Exercise details: List every line below containing "names".

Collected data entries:
+ + + + +

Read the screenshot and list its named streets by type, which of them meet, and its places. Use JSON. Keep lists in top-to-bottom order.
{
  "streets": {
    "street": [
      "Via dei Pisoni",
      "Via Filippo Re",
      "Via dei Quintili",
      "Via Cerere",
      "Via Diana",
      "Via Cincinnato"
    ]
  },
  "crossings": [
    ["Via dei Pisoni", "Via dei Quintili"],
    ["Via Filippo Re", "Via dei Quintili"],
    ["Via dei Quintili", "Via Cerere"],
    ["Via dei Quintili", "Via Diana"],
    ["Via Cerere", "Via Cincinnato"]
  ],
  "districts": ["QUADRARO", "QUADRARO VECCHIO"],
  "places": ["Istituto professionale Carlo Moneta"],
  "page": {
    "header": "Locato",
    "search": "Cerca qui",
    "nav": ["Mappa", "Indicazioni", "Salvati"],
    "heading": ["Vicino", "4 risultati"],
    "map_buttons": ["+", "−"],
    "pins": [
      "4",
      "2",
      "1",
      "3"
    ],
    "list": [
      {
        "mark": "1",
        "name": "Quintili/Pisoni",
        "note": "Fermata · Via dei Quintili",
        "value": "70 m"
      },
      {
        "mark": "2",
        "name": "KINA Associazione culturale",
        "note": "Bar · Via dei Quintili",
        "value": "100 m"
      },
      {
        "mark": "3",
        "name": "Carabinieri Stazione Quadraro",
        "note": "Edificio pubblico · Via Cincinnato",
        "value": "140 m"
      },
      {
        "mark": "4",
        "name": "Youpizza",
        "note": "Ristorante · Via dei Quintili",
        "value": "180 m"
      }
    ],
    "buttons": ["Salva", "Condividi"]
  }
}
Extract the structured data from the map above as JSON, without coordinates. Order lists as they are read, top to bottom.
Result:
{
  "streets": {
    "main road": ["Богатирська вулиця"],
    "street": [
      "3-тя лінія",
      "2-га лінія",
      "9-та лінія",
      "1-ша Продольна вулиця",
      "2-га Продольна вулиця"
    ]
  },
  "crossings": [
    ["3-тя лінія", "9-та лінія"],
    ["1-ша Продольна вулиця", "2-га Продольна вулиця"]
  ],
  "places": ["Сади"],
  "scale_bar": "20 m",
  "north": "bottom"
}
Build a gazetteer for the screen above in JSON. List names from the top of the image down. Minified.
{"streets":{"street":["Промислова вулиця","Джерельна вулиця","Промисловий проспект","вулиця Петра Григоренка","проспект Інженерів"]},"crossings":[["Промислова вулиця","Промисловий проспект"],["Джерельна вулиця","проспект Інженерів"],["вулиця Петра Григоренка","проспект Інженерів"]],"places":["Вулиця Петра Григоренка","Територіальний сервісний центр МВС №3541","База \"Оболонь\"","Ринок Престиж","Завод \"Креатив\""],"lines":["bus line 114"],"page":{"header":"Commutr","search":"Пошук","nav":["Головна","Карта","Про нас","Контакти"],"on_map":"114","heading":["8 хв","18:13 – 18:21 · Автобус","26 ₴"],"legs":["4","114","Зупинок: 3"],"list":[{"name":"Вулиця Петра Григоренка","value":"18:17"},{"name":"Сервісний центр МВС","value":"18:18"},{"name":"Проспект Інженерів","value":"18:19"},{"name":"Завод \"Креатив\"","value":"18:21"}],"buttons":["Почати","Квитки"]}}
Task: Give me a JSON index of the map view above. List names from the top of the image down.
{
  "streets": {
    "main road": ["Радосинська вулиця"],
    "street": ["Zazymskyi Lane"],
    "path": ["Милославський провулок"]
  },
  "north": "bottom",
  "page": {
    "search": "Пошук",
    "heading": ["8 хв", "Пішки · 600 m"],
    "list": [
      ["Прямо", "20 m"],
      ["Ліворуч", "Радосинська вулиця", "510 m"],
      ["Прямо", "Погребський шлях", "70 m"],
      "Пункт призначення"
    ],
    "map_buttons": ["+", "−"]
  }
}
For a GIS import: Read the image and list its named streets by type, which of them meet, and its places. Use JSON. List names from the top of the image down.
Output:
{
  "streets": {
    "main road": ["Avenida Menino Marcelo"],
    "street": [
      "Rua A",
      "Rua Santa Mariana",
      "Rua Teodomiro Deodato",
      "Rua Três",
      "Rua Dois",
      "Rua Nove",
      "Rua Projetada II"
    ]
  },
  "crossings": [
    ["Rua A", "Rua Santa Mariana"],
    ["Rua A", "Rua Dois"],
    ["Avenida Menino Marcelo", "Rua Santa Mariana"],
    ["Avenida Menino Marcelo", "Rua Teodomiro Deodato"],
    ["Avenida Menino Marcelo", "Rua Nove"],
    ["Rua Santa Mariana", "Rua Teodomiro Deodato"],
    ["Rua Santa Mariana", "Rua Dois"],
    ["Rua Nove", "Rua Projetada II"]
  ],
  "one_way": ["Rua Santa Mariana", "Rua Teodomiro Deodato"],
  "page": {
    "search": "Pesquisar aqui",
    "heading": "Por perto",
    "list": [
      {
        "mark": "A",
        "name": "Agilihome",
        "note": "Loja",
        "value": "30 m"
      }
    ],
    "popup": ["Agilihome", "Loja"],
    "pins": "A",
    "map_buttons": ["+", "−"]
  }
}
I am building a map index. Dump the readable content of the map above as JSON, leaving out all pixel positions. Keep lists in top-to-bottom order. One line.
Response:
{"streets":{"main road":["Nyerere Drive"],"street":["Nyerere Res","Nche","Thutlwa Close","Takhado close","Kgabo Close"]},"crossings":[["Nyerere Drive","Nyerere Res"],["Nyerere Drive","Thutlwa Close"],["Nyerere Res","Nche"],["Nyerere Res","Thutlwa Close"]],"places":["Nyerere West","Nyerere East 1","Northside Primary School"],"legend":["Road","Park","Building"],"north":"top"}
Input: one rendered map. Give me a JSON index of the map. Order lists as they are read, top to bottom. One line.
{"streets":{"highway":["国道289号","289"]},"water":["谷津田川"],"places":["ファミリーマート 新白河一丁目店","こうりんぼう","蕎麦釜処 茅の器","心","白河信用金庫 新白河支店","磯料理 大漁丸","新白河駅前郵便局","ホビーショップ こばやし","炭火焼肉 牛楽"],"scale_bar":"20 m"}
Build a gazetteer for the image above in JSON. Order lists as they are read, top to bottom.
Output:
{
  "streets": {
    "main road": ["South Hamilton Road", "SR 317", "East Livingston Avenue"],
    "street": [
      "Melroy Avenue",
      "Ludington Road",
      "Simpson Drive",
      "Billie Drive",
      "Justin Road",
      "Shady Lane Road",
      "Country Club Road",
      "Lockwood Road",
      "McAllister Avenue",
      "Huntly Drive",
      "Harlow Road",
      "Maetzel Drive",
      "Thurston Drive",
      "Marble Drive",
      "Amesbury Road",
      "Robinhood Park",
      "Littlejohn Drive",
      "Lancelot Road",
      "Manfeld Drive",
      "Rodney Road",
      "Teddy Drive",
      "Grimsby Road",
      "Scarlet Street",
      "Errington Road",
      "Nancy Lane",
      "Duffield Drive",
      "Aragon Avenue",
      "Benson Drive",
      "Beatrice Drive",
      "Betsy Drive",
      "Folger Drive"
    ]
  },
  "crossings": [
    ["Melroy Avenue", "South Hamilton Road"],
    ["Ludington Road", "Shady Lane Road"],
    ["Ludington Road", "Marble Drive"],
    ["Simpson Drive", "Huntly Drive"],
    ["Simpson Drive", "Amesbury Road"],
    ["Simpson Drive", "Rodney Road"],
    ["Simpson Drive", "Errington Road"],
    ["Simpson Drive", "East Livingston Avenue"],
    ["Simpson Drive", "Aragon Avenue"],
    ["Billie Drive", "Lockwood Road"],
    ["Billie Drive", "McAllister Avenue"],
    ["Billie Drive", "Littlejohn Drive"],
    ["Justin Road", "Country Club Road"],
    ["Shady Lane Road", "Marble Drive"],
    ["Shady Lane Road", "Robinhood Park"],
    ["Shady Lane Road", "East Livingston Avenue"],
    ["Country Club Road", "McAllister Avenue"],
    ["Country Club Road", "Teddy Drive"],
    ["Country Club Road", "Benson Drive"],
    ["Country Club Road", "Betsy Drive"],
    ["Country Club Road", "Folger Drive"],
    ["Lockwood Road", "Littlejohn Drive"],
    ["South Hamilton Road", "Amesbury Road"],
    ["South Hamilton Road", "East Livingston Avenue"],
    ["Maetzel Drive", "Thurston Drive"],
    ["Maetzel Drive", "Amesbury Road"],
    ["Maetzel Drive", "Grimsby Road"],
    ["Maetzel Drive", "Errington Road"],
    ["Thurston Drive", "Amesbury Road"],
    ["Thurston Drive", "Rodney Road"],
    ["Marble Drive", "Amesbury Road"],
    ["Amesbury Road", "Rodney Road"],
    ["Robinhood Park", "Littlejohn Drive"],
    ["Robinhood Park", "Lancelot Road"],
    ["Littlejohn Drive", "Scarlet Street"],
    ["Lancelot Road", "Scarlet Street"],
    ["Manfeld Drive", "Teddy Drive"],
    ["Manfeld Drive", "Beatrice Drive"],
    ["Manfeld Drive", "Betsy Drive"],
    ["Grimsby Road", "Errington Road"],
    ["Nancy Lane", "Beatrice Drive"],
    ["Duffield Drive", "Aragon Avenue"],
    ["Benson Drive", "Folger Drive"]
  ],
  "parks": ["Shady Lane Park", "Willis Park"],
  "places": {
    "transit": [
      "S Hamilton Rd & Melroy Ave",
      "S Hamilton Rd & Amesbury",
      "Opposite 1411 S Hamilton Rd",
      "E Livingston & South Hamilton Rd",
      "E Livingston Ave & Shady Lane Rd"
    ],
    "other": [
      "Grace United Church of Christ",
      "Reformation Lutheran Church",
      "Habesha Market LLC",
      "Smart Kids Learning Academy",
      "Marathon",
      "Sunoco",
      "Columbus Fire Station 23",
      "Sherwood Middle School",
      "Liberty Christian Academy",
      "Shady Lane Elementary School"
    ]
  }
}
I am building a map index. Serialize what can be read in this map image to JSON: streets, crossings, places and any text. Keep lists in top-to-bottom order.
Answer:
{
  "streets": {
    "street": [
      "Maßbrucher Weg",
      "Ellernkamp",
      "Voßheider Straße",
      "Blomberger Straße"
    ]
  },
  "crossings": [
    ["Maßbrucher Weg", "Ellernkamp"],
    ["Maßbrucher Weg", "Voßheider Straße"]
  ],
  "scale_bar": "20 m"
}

+ + + + +

Solution to the exercise:
Build a gazetteer for the screen above in JSON. List names from the top of the image down. Minified.
Task: Give me a JSON index of the map view above. List names from the top of the image down.
For a GIS import: Read the image and list its named streets by type, which of them meet, and its places. Use JSON. List names from the top of the image down.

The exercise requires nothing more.